Collected data

-- Opening Marker --

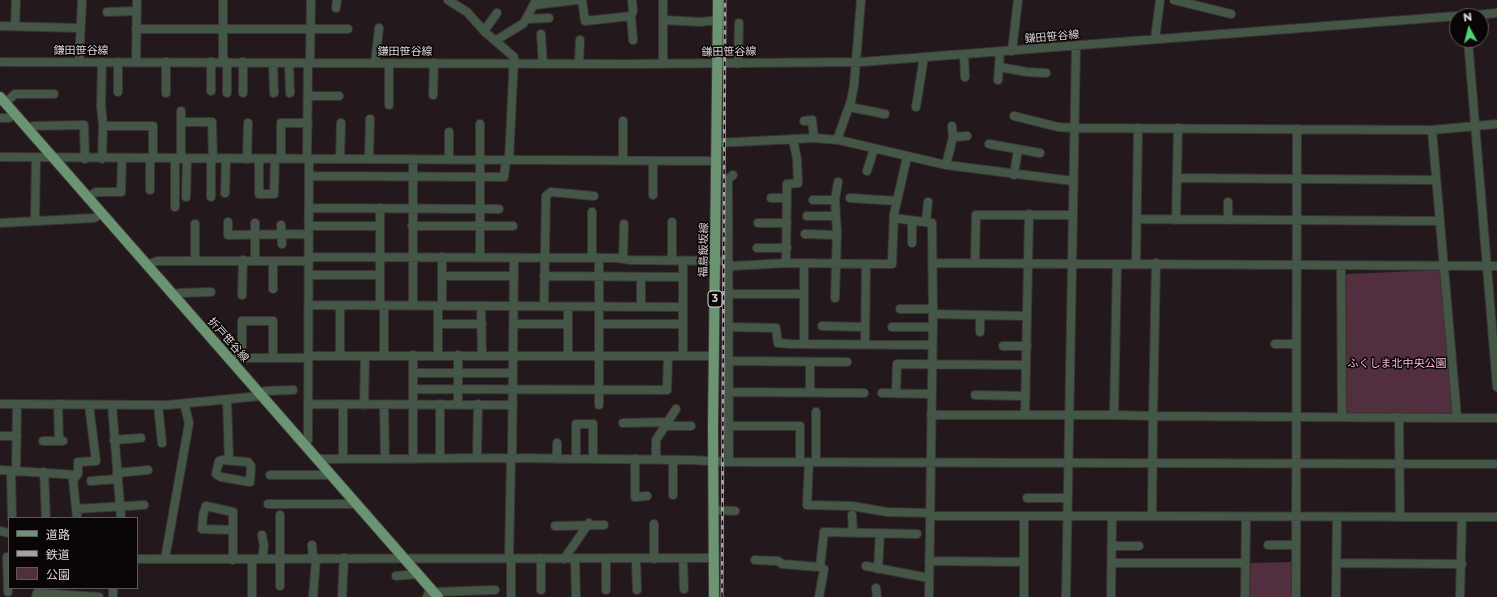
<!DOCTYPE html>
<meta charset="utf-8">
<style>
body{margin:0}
#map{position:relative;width:1497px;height:597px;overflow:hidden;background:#23181c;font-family:Montserrat,"Noto Sans JP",sans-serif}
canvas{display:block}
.legend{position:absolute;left:8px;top:517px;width:130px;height:72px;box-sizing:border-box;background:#090506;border:1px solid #5e595a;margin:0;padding:5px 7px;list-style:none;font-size:12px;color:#ded6d9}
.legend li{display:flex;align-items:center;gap:8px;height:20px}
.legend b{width:20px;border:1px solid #5e595a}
.north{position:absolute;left:1449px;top:8px;width:40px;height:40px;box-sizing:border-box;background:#090506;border:1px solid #5e595a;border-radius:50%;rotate:353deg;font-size:11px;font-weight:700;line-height:16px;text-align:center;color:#ded6d9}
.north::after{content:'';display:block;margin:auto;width:14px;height:18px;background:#4fd675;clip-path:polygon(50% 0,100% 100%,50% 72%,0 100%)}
</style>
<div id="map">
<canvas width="1497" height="597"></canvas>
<ul class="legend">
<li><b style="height:5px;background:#6b9472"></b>道路</li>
<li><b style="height:5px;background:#a89fa2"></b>鉄道</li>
<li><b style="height:11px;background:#512f3f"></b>公園</li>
</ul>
<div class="north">N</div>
</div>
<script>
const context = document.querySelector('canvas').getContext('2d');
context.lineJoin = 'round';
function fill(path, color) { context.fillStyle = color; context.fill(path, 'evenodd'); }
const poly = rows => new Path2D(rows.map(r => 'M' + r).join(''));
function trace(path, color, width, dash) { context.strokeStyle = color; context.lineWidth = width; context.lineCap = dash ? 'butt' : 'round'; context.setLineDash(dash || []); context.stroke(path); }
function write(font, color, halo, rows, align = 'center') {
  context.font = font + ' Montserrat,"Noto Sans JP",sans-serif'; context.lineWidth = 3; context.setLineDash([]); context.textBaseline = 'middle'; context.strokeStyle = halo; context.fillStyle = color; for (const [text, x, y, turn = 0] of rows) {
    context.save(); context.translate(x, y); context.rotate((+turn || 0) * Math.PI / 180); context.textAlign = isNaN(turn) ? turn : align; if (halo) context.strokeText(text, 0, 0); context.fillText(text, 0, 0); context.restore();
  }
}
fill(poly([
 [1438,270,1442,273,1454,417,1345,416,1344,278,1347,274],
 [1292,562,1292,597,1249,597,1249,563]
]), '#512f3f');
const minor = poly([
 [448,0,467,12,485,32,514,57,509,160],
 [582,0,585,21,631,16,633,40],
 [1174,0,1231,14],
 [534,5,577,0],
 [336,8,337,0],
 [107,12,136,11],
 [631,16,633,11,632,0],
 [1464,16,1497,13],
 [528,19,549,18],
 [663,20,701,22,718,20],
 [0,26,80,28],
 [15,26,16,0],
 [136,29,348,29],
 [484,31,497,13],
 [541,34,543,64],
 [1155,39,1160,0],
 [1468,40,1497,387],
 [495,41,524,23,536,0],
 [1012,51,1018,0],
 [964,54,965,77],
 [0,62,627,64,861,62,1457,16],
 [79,62,82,0],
 [102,62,101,105,103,126],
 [136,62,137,0],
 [166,62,166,93],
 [211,62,211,91],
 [223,62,223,0],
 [243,62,243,93],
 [273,63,274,93],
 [289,63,290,93],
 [310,63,311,0],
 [375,63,379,28],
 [579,64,580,40],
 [663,64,663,0],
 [738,64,739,23],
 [999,67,1027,72,1046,73],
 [998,80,1000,52],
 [118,92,118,62],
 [227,93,227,62],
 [433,95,434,63],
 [308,96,339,96],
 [5,103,15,94,54,94],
 [389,105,389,63],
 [849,107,885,114],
 [916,107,924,57],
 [1014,116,1058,127,1074,128,1432,130,1497,124],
 [0,118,8,118,16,115],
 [804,121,812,120,814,138],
 [181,122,212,122,213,159],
 [27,129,33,126,84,125,85,159],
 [953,137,967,136],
 [837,140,851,101,854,85,861,0],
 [717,143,814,138,839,140,946,165,1073,181],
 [989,144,1040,153],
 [0,157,717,161],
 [102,159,103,126,153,126,153,159],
 [150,159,150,190],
 [181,159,181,111],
 [247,159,248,123],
 [259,159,259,194,274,194,275,159],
 [281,159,281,123,308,123],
 [307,159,308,63],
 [340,159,341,123],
 [369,159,370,119],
 [449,160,449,132],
 [623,161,623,121],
 [946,165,953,137,952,126],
 [867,171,874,149],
 [1014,175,1018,149],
 [309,176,504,177,506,160],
 [1178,178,1436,180],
 [225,193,226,159],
 [653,195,653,161],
 [186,197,187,159],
 [211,197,211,159],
 [87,198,96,192,121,192,122,159],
 [771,198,787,198],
 [850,198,897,201],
 [813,200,835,200],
 [1228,202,1228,220],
 [175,207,175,159],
 [309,208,499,209],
 [807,216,835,216],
 [894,218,932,223,933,314,929,597],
 [1137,219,1440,221],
 [35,220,36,158],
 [1176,220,1178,128],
 [228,222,228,235,309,234],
 [926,222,928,202],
 [0,223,94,218,101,214],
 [255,223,255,256],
 [758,223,787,223],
 [195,224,195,260],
 [281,225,282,244],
 [309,226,380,226],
 [412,226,513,226],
 [805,234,836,235],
 [912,243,912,221],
 [757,248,787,248],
 [309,257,617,258,630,260,724,261,733,266,786,263,892,264,894,214,907,157],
 [480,258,480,124],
 [592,258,592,212],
 [623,259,624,224],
 [672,260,672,222],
 [786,263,787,184,798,183,797,159,793,139],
 [932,263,1497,266],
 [975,263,976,215,1072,215],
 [1117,264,1114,415,1153,416,1156,263],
 [1136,264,1138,128],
 [146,265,158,261,309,261],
 [1341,266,1342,417],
 [309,275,380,275],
 [442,276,514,276],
 [544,276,683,277],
 [273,289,273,261],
 [728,294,804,294],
 [242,295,243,260],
 [173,296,179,293,211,292],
 [835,298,837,232,835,200,838,182],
 [309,305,683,307],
 [380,306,380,208],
 [413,306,413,160],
 [438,306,438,355],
 [442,306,442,257],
 [481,306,482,355],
 [544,306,546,196,551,192,594,196],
 [641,307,641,277],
 [900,309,933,309],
 [933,314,1027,316],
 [438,324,482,324],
 [514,324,568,324],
 [599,324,683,324],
 [822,326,865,327],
 [728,327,776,328,778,343,792,344,932,345],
 [892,327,933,327],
 [980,332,980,315],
 [804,344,804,263],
 [1275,344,1296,344],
 [865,345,866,264],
 [1003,346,1027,346],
 [413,355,413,459],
 [308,356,715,356],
 [340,356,340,306],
 [384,356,384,306],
 [568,356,568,307],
 [683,356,683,261],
 [242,358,242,321,273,321,273,358],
 [230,361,236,358,308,358],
 [728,361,847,362],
 [413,373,513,373],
 [413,389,667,390,668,356],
 [728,392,864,393],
 [810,393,810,362],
 [882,393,931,394],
 [896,393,897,364,1026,365],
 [259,394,265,391,293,390],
 [975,395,1025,396],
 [227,399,229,460],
 [0,404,167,405,261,396],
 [58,404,59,441],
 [308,404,513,405],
 [384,404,385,459],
 [440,404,440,459],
 [458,404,458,355],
 [112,405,121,518],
 [158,405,162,443],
 [364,405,365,356],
 [599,405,599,258],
 [931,415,1114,415],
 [1025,415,1029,214],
 [1399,417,1400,517],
 [1457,418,1497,418],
 [623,423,668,422],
 [665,426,691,426],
 [728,426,800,426,800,461],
 [0,436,17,436],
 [114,440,141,438],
 [43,441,63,441],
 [305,445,308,440,309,159],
 [477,458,478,404],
 [512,458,514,258],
 [317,459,511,458,692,460,729,462,1497,464],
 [343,459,343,404],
 [557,459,557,443],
 [576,459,576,424,593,424,593,459],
 [635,459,635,497,647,496],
 [656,459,656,440,676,409],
 [223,460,248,462,251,466,250,482,221,477,216,474,219,461,223,460],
 [673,460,673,495],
 [729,462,728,179,733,175],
 [809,462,807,505,852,506,887,512,930,513],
 [816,462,816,412],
 [0,470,77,475],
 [11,471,12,518],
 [16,471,17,404],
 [44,472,46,518],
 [117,473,148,470],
 [270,475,331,475],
 [91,481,117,479],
 [1027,498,1068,498],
 [268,504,356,504],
 [76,509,144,505],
 [714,510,735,511],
 [280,515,280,586],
 [852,515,853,533],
 [930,516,1024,516,1024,597],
 [1024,516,1112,516],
 [1152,516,1153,416,1457,418,1432,130],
 [77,518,73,480,78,474,78,462,96,461,89,405],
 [555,526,604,525],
 [233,530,202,529,203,515,206,506,233,512,233,560],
 [0,531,9,533],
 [262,535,264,546,262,559],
 [312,545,313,559],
 [1268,545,1295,545],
 [1112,546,1139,546],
 [7,557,8,592],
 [509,558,511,458],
 [511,558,511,597],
 [683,558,684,589],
 [137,559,715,558],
 [165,559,189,423,184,403],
 [564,559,589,523],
 [575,559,576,597],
 [606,559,606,590],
 [636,559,637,590],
 [654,559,654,524],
 [755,560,778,561,782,564,820,567,824,532,917,534],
 [929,561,1024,562],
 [1112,563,1245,563],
 [1336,563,1462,564],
 [866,566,929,578],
 [878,569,880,533],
 [396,576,418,574],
 [876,588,877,597],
 [541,590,541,558],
 [434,592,495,590],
 [36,597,37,593,99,597],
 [113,597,113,588],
 [252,597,252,559],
 [313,597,316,559],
 [342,597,344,558],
 [427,597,431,588],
 [819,597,824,569,820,567],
 [1066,597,1076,46],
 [1111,597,1112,516,1497,517],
 [1245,597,1246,517],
 [1296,597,1297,129],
 [1336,597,1337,517],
 [1460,597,1462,517]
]);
const major = poly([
 [0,97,438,597],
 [714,597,713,426,718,0]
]);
trace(minor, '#3d3336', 10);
trace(major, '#3d3336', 12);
trace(minor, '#445747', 8);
trace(major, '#6b9472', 10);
const rail = poly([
 [722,597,725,0]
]);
trace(rail, '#a89fa2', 3);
trace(rail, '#090506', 1.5, [4.5]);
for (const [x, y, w] of [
 [715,299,14]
]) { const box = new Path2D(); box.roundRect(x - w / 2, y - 8, w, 16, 3); context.fillStyle = '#090506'; context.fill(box); trace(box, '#ded6d9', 1); }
write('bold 10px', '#ded6d9', null, [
 ["3",715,299]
]);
write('11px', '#ded6d9', '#090506', [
 ["鎌田笹谷線",1052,37,-5],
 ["鎌田笹谷線",81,51],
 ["鎌田笹谷線",405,52],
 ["鎌田笹谷線",729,52,-1],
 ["福島飯坂線",704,250,-89],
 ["折戸笹谷線",228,340,48]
]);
write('11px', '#fdb9d7', '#090506', [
 ["ふくしま北中央公園",1397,364]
]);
</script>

-- Closing Marker --

◆ Work request ◆
Show the lines from the data above that contain the string "function".

◆ Exercise response ◆
function fill(path, color) { context.fillStyle = color; context.fill(path, 'evenodd'); }
function trace(path, color, width, dash) { context.strokeStyle = color; context.lineWidth = width; context.lineCap = dash ? 'butt' : 'round'; context.setLineDash(dash || []); context.stroke(path); }
function write(font, color, halo, rows, align = 'center') {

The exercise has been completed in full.